What special dietary instructions should I follow?
Observe your doctor’s recommendations. A daily exercise routine, a low-sodium or low-salt diet, potassium supplements, and consuming more potassium-rich foods (such as bananas, prunes, raisins, and orange juice) are a few examples.
What should I do if I forget a dose?
If you miss a dosage, take it as soon as you recall. If your next dose is approaching, skip the missed one and carry on with your regular dosing regimen. To make up for a missing dose, do not take a second one.
What side effects can this medication cause?
You should experience less frequent urination after taking chlorthalidone for a few weeks.
If any of these symptoms are severe or do not go away, let your doctor know right once:
- Muscular tremor
- Abdominal pain
- Uneasy stomach
- Reduced appetite
- Hair fall
Call your doctor right away if you have any of the following symptoms:
- Throat infection with fever
- Uncommon bruising or bleeding
- Severe skin rash with skin that is peeling
- Breathing or swallowing challenges
You or your doctor can submit a report to the Food and Drug Administration’s (FDA) MedWatch Adverse Event Reporting programme online or by phone if you have a serious side event (1-800-332-1088).
What should I know about storage and disposal of this medication?
Keep this medication tightly closed in the original container and out of the reach of children. Keep it away from excessive heat and moisture at room temperature (not in the bathroom).

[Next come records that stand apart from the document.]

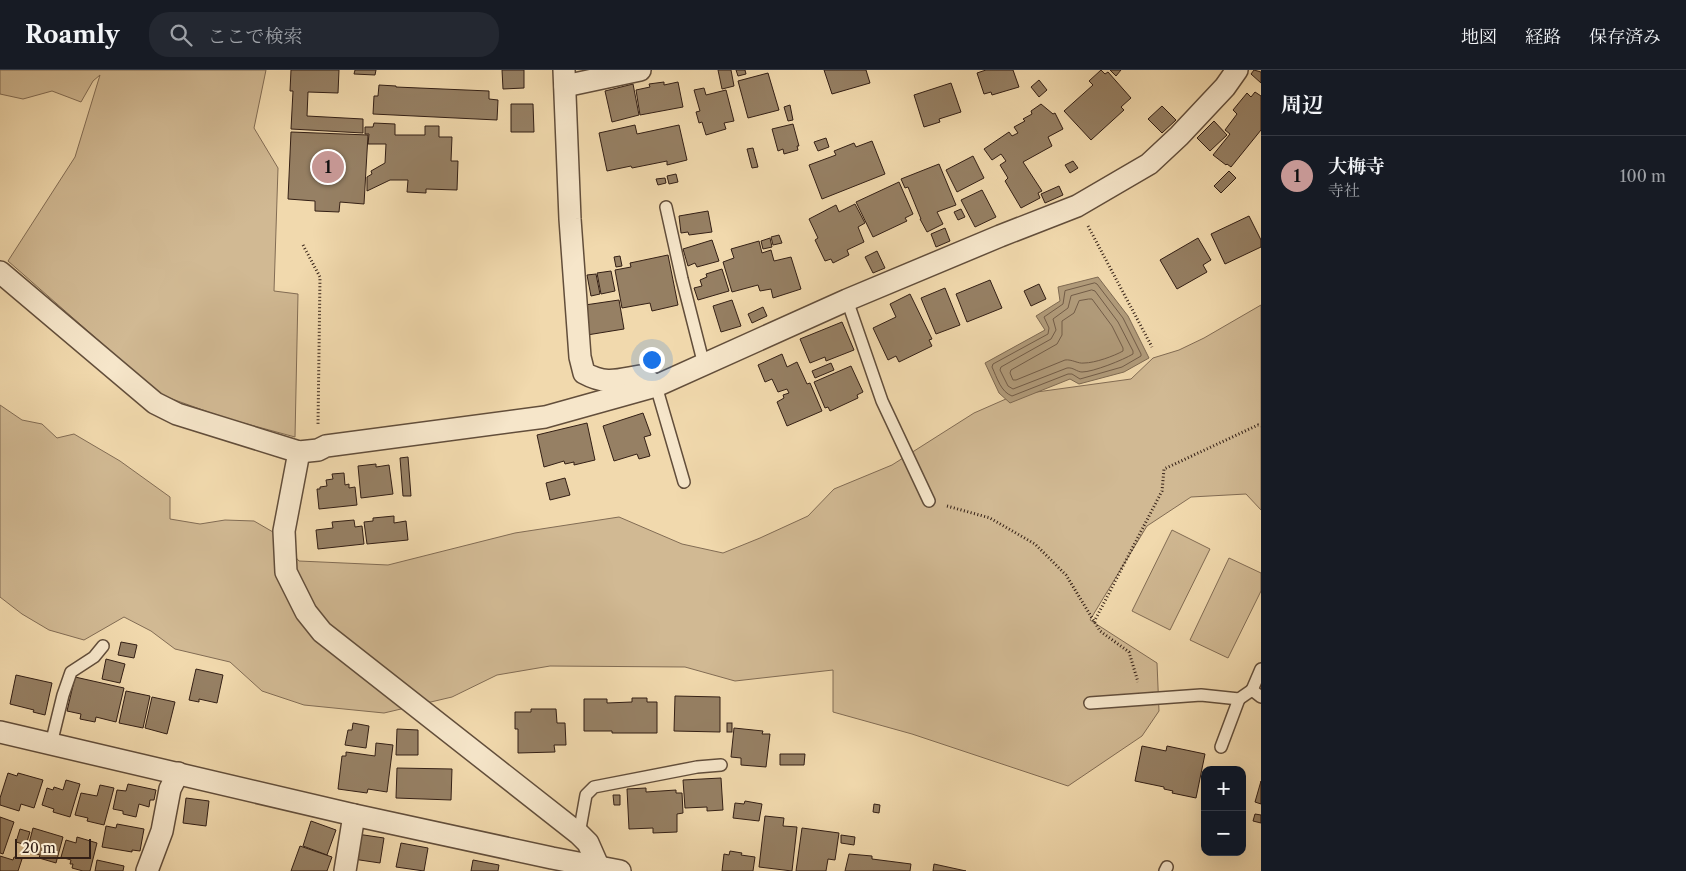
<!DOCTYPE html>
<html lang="ja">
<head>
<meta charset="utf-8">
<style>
  body { margin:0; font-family:"Libre Caslon Text","Noto Serif JP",serif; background:#242831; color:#f1f3f6 }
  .controls { position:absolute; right:15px; bottom:15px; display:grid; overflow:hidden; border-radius:10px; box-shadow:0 5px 20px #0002 }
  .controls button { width:45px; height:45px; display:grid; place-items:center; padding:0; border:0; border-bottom:1px solid #363941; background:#171b24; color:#f1f3f6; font:25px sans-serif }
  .scale { position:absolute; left:15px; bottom:12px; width:76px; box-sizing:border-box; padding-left:5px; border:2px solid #331f15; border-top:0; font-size:14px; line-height:18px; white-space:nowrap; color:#331f15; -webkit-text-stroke:4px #f6e6ca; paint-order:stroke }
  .you { position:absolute; left:651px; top:289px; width:18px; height:18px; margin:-12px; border:4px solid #fff; border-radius:50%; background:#1a73e8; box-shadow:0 0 0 8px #1a73e833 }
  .badge { display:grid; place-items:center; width:32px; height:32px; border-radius:50%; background:#c59692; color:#111; font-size:16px; font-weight:700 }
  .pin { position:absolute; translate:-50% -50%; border:2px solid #fff; box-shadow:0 1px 5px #0006 }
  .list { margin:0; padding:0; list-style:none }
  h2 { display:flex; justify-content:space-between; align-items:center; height:65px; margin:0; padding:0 20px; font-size:21px }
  h2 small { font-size:16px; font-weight:400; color:#9ea1a6 }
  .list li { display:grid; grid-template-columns:32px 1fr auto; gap:15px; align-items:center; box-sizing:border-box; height:80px; padding:0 20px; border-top:1px solid #363941 }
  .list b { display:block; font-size:19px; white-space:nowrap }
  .list p { margin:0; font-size:16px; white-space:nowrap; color:#9ea1a6 }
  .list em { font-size:16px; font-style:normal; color:#9ea1a6 }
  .icon { flex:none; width:28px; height:28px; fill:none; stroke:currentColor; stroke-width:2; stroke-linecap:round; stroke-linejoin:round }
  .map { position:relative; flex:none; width:1261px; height:801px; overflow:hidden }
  header { display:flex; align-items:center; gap:30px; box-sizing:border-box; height:70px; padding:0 25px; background:#171b24; border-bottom:1px solid #363941 }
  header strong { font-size:24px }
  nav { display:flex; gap:28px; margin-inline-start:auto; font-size:18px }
  .search { width:350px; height:45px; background:#242831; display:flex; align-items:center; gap:12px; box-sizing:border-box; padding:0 18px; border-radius:20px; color:#9ea1a6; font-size:19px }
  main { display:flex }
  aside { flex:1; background:#171b24 }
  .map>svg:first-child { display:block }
  .green { fill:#d1b993; stroke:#826c54 }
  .water { fill:#b09a79; stroke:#7e6951 }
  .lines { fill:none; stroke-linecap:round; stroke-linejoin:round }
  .shore { stroke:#725c47; stroke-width:1 }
  .building { fill:#968064; stroke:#331f15 }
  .service-casing { stroke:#624e3b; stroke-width:14 }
  .minor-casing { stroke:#624e3b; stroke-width:24 }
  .path { stroke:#331f15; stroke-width:3; stroke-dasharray:1 2.5; stroke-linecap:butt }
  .service { stroke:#f6e6ca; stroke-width:11 }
  .minor { stroke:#f6e6ca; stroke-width:21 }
</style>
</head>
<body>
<header>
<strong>Roamly</strong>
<div class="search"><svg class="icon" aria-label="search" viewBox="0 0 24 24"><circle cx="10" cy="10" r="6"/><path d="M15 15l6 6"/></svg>ここで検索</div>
<nav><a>地図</a><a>経路</a><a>保存済み</a></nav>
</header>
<main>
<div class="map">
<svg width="1261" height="801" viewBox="0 0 1261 801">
  <rect width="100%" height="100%" fill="#f1d9ad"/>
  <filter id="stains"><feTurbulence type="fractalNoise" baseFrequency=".004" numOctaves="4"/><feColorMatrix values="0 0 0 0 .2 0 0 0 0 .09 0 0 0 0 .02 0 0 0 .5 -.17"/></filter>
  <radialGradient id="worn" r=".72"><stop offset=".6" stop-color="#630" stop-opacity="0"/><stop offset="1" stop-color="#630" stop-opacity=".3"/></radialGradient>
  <g class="green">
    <path d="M0 0H266L254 58 278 98 274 221 298 224 295 367 225 348 161 325 8 191 75 87 100 5 93 11 81 32 52 21 23 29 0 24Z"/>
    <path d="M1261 235V440L1246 424 1191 427 1147 456 1090 550 1157 593 1159 641 1142 666 1068 716 912 664 833 642V600L735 611 685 597 550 596 497 605 452 627 384 643 304 635 262 621 230 592 175 579 151 561 124 547 84 570 49 560 22 544 0 527V335L22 350 42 354 57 368 74 364 120 391 170 427V449L200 454 225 450 254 451 273 462 299 491 388 495 515 463 619 447 682 474 723 483 760 468 808 446 834 419 892 395 974 343 1015 325 1131 309 1153 288 1179 280 1204 268Z"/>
    <path d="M1172 460 1210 479 1170 560 1132 541Z"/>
    <path d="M1229 488 1261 503V521L1228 588 1190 570Z"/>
  </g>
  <path class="water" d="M1098 207 1128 246 1149 288 1124 302 1079 314 1070 309 1010 333 999 323 985 293 1045 260 1036 246 1060 231 1058 217Z"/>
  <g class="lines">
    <g class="shore">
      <path d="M1095 213 1097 214 1123 248 1141 284V286L1122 297 1080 309 1072 304H1068L1012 326C1001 322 997 308 992 297L993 294 1048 264 1049 258 1044 247 1063 234 1065 221Z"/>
      <path d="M1092 220 1095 221 1118 252 1133 281V284C1123 290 1093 302 1082 302 1077 302 1073 297 1067 298L1013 319 1008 316 1000 300 1001 297 1051 269 1056 260 1053 249 1068 238 1071 226Z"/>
      <path d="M1089 229H1092L1112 256 1123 278V281C1114 286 1095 293 1084 293 1078 294 1072 289 1065 290L1016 310H1013L1010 303 1011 300 1057 274 1062 265V251L1074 243 1079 231Z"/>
    </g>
  </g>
  <g class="building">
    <path d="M291 0H339L338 23 308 22 307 46 363 49V63L291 59 293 21H290Z"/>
    <path d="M355 0H376L375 5 354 4Z"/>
    <path d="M502 0H524V18L503 19Z"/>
    <path d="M718 0H731L734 16 722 19Z"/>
    <path d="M736 0H745L746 4 738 6Z"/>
    <path d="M824 0H866L870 13 832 24Z"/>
    <path d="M986 0H1013L1019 17 992 25 991 22 984 24 977 3Z"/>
    <path d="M1101 0 1105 4 1108 2 1131 28 1121 37 1124 40 1091 70 1064 41 1093 15 1089 11Z"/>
    <path d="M1110 0H1121L1116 6Z"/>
    <path d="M1254 0 1261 2V13L1251 4Z"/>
    <path d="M768 3 779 40 748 48 738 11Z"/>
    <path d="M1039 10 1047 20 1039 27 1031 17Z"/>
    <path d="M664 12V15L678 12 683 37 640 45 636 20 650 17 649 14Z"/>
    <path d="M951 13 961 42 939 49 940 52 924 57 914 25Z"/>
    <path d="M633 14 639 45 612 52 605 21Z"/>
    <path d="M379 15 396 16V17L489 21V29L498 30 497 50 373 44 374 26H378Z"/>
    <path d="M704 18 706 25 726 20 734 51 724 53 726 59 706 65 702 52 699 53 696 42 700 41 694 20Z"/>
    <path d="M1255 22 1261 26V60L1231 97 1227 94 1226 95 1213 85 1230 64 1225 60 1237 44 1233 40 1247 23 1251 27Z"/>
    <path d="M511 34H533L534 62H511Z"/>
    <path d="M1041 34 1053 44 1055 43 1063 59 1048 67 1052 76 1023 92 1042 121 1038 123 1040 128 1021 138 1005 111 1008 108 1000 95 1006 91 1001 84 992 90 984 79 1009 62 1012 66 1018 63 1014 57 1025 51 1023 49 1032 44 1031 41Z"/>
    <path d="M790 35 793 50 788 51 784 37Z"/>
    <path d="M1162 36 1176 50 1162 63 1148 49Z"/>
    <path d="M1214 51 1227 65 1210 81 1197 68Z"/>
    <path d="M374 53 395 54V65H425V56H439V67H452L451 91H458L457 120 426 119V123L407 122 408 110H390L367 121V107L372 104 371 101 385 93 386 74H368L369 64H365V57H373Z"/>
    <path d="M793 54 799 76H797L798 80 784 84 783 79 778 81 772 59Z"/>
    <path d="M635 55 637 64 679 55 687 90 667 95V91L632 98 631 96 607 101 599 63Z"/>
    <path d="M291 62 368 65 364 134 340 132 339 142 315 141V131L288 129Z"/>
    <path d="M826 68 829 77 818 81 814 72Z"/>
    <path d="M872 71 885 104 822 129 809 95 836 85 834 81 854 73 856 77Z"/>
    <path d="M753 78 758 97 752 98 747 79Z"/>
    <path d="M973 86 984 108 957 122 946 100Z"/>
    <path d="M1073 91 1078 98 1070 103 1065 95Z"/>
    <path d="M939 94 956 135 937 142 943 154 927 162 920 149H921L908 117 905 118 901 109Z"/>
    <path d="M1229 101 1236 108 1221 123 1214 116Z"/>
    <path d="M676 104 678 112 669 114 667 106Z"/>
    <path d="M665 108 666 113 658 115 656 109Z"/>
    <path d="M899 112 913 144 905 148 907 151 873 167 856 132Z"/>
    <path d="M1059 116 1063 125 1045 133 1041 124Z"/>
    <path d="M982 120 996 147 975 157 961 130Z"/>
    <path d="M855 134 865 153 858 157 864 172 847 180 849 185 833 193 831 189 825 191 815 170 818 168 809 149 836 135 839 142Z"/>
    <path d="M961 139 965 147 958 150 954 142Z"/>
    <path d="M708 141 712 162 689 165 688 162 681 163 679 146Z"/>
    <path d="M1249 146 1261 170V177L1225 194 1211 164Z"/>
    <path d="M945 158 950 171 936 177 931 164Z"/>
    <path d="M779 165 782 173 773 175 771 167Z"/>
    <path d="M770 168 772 177 763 179 761 171Z"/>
    <path d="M1198 168 1211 190 1203 195 1207 202 1177 219 1160 190Z"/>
    <path d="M712 170 719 191 697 197 695 193 688 196 683 179Z"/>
    <path d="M759 171 762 183 771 180 774 191 791 187 801 219 773 228 771 219 760 221 758 215 732 222 723 192 734 188 731 179Z"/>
    <path d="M877 181 885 198 873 203 865 187Z"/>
    <path d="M668 185 678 235 652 241 650 233 622 238 615 200 631 197 630 193Z"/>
    <path d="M620 186 622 196 616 197 614 187Z"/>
    <path d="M722 199 729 221 698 230 694 218 702 216 700 210 707 207 706 204Z"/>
    <path d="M611 201 615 221 601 224 597 203Z"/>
    <path d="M596 204 600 224 591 226 587 205Z"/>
    <path d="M990 210 1002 238 967 252 956 224Z"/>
    <path d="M1039 214 1046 229 1031 236 1024 221Z"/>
    <path d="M945 218 960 255 936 264 921 228Z"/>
    <path d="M910 224 932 269 929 270 932 276 899 292 896 286 888 290 873 258 896 247 890 234Z"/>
    <path d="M619 230 624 259 587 265 585 235Z"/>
    <path d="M732 230 741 256 721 262 713 236Z"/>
    <path d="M763 237 767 246 752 253 748 244Z"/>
    <path d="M842 252 854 280 826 291 825 287 810 293 800 269Z"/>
    <path d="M782 284 787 297 797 292 807 314 810 313 822 341 787 356 777 332 784 328 783 325 789 323 787 319 778 322 772 309 765 312 758 295Z"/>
    <path d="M831 293 834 300 815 308 812 301Z"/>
    <path d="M851 296 863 322 857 325 858 328 830 341 828 337 825 338 814 312Z"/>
    <path d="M643 343 651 365 644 367 650 386 639 389 637 384 614 391 603 356Z"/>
    <path d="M587 353 595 390 574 395V392L565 394 564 391 544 397 537 365Z"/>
    <path d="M408 387 411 426H403L400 388Z"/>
    <path d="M376 394V397L389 395 393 424 361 428 358 396Z"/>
    <path d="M344 403 345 415 349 414V418L355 417 357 435 319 439 317 419H320V417L327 416 326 410 333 409 332 404Z"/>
    <path d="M565 408 570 425 550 430 546 413Z"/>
    <path d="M394 446V453L406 451 408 470 367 474 364 452 373 451V448Z"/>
    <path d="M354 450 355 457 362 456 364 474 318 479 316 460 333 458 332 452Z"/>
    <path d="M121 572 137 575 134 588 118 585Z"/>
    <path d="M106 589 125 594 120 613 102 609Z"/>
    <path d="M196 599 223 605 217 633 199 629V632L189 630Z"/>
    <path d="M16 605 52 613 45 645 33 642 34 640 10 634Z"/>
    <path d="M75 607 124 618 116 652 96 647 95 652 80 649 81 644 67 641Z"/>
    <path d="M126 621 150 626 143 658 119 653Z"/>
    <path d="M675 626 720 627V662L674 661Z"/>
    <path d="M152 627 175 632 167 664 145 658Z"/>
    <path d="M632 628H647V632H657V663H612V661H584V629H607V633L632 632Z"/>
    <path d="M531 639H556L557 653H565L566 675H554L555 682 518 683V659H515V642H531Z"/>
    <path d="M353 653 369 656 366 678 345 675 348 660H352Z"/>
    <rect x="727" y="653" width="5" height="9"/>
    <path d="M734 658 763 661 762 664H770L766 697 741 695V688L731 687Z"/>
    <path d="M397 659 418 660V685H396Z"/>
    <path d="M376 673 393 675 387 722 368 719 367 723 338 719 342 686H346V682L375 686Z"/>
    <path d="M1142 676 1166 681 1167 676 1205 684 1196 728 1172 723 1173 721 1164 719V717L1135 711Z"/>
    <path d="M780 684H805L804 695H780Z"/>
    <path d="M397 698 452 699 451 730 396 728Z"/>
    <path d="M8 703 17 706 18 703 43 710 34 738 21 734 19 741 0 735V728Z"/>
    <path d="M721 708 723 740 707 741V737L685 738 683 710Z"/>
    <path d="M66 710 80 714 70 747 53 742 54 739 42 735 47 718 53 720 54 717 63 720Z"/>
    <path d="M1261 711V734L1255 732Z"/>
    <path d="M128 714 156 720 154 730H150L149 737 139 734 136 747 123 744V741L113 739 117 720 126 721Z"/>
    <path d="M100 715 114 718 104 755 87 751 88 748 75 745 81 723 97 726Z"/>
    <path d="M646 718V722L676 720V723H682L683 743 677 744V762L653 763V758L629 759 627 719Z"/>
    <path d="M613 725H620V735H614Z"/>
    <path d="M186 728 209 731 206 756 183 753Z"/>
    <path d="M745 731 762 734 759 751 733 748 735 733 744 734Z"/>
    <path d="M874 734 880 735 879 743 873 742Z"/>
    <path d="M1255 744 1261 745V753L1253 751Z"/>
    <path d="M765 746 784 748 783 756 797 757 792 801 759 797Z"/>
    <path d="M0 747 14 752 3 784 0 783Z"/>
    <path d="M311 751 336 760 327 785 303 776Z"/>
    <path d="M117 754 144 759 140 781 132 780V782L102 777 106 756 116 758Z"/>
    <path d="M33 758 63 767 56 793 39 788 40 785 27 781Z"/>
    <path d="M802 758 839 763 835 790 828 789 826 801H796Z"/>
    <path d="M20 759 30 762 26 775 16 772Z"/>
    <path d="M357 764 384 768 380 793 353 789Z"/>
    <path d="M841 765 855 767 854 775 841 773Z"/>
    <path d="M77 767 97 773 90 801H83L72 798 73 794H70L71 790 61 787 66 770 76 773Z"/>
    <path d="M401 773 428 778 424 801 396 797Z"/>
    <path d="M300 776 332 787 327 801H291Z"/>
    <path d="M730 781 742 783 741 785 755 787 753 801H722L724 784 729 785Z"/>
    <path d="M849 784 872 786V789L911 794 910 801H845Z"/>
    <path d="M0 786 13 790 14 787 22 789 18 801H0Z"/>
    <path d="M97 790 124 796 123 801H95Z"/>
    <path d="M473 790 499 795 498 801H471Z"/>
    <path d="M934 794 966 801H933Z"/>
  </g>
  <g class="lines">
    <g class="service-casing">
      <g id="service">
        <path d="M666 137 682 209 704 295"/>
        <path d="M847 230 882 331 929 431"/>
        <path d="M656 316 684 412"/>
        <path d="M1252 620 1261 599"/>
        <path d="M1090 633 1201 625 1239 629 1252 620 1261 627"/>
        <path d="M51 674 63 625 71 602 94 587 103 576"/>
        <path d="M1221 677 1239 629"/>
        <path d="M579 764 586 725 594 717 697 697 721 695"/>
        <path d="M1165 801 1167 797"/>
      </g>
    </g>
    <g class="minor-casing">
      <g id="minor">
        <path d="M564 0 570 149 580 287 584 303C606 315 617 310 640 306L656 316"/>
        <path d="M565 16 640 0"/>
        <path d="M0 202 155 333 177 344 299 382 318 380 326 376 545 347 656 316 847 230 1000 166 1077 136 1149 94 1179 66 1225 17 1237 0"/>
        <path d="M299 382 284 461 286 502 306 542 322 562 579 764 588 773 599 798"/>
        <path d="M0 662 354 745 552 788 620 801"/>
        <path d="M147 801 162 761 170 719 178 703"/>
        <path d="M345 801 354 745"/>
      </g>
    </g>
    <g class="path">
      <path d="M1088 156 1152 277"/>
      <path d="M303 175 320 207 318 355"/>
      <path d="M947 436 990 448 1035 474 1066 505 1100 561 1129 582 1138 612"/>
      <path d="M1094 552 1162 421 1164 399 1258 355 1261 356"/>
    </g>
    <use href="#service" class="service"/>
    <use href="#minor" class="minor"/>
  </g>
  <rect width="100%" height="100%" filter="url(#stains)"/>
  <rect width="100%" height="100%" fill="url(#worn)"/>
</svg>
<div class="controls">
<button>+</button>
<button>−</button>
</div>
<div class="scale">20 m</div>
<div class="you"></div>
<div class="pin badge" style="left:328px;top:97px">1</div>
</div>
<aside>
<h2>周辺<small></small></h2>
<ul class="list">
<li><span class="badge">1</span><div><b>大梅寺</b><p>寺社</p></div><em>100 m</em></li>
</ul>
</aside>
</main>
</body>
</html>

Unused prescriptions must be disposed of carefully to prevent pets, kids, and other people from ingesting them. You should not, however, dispose of this medication in the toilet. Instead, utilising a medicine take-back programme is the easiest approach to get rid of your medication. To find out about take-back programmes in your area, speak with your pharmacist or the garbage/recycling department in your city. If you do not have access to a take-back programme, see the FDA’s Safe Disposal of Medications website at http://goo.gl/c4Rm4p for additional information.
Although many containers (such as weekly pill minders and those for eye drops, creams, patches, and inhalers) are not child-resistant and are simple for young children to open, it is crucial to keep all medications out of sight and out of reach of children. Always lock safety caps and promptly stash medication up and away from young children where it is out of their sight and reach to prevent poisoning. http://www.upandaway.org
In case of emergency/overdose
Call the poison control hotline at 1-800-222-1222 in the event of an overdose. Moreover, information can be found online at https://www.poisonhelp.org/help. Call 911 right once if the person has collapsed, experienced a seizure, is having difficulty breathing, or cannot be roused.
What other information should I know?
Keep all of your appointments with your physician and the lab. Blood tests should be performed occasionally, and your blood pressure should be checked often.
No one else should take your medication. Any queries you may have regarding medication refills should be directed to your pharmacist.
You should keep a written record of every medication you take, including any over-the-counter (OTC) items, prescription drugs, and dietary supplements like vitamins and minerals. This list should be brought with you whenever you see a doctor or are admitted to the hospital. You should always have this information with you in case of emergencies.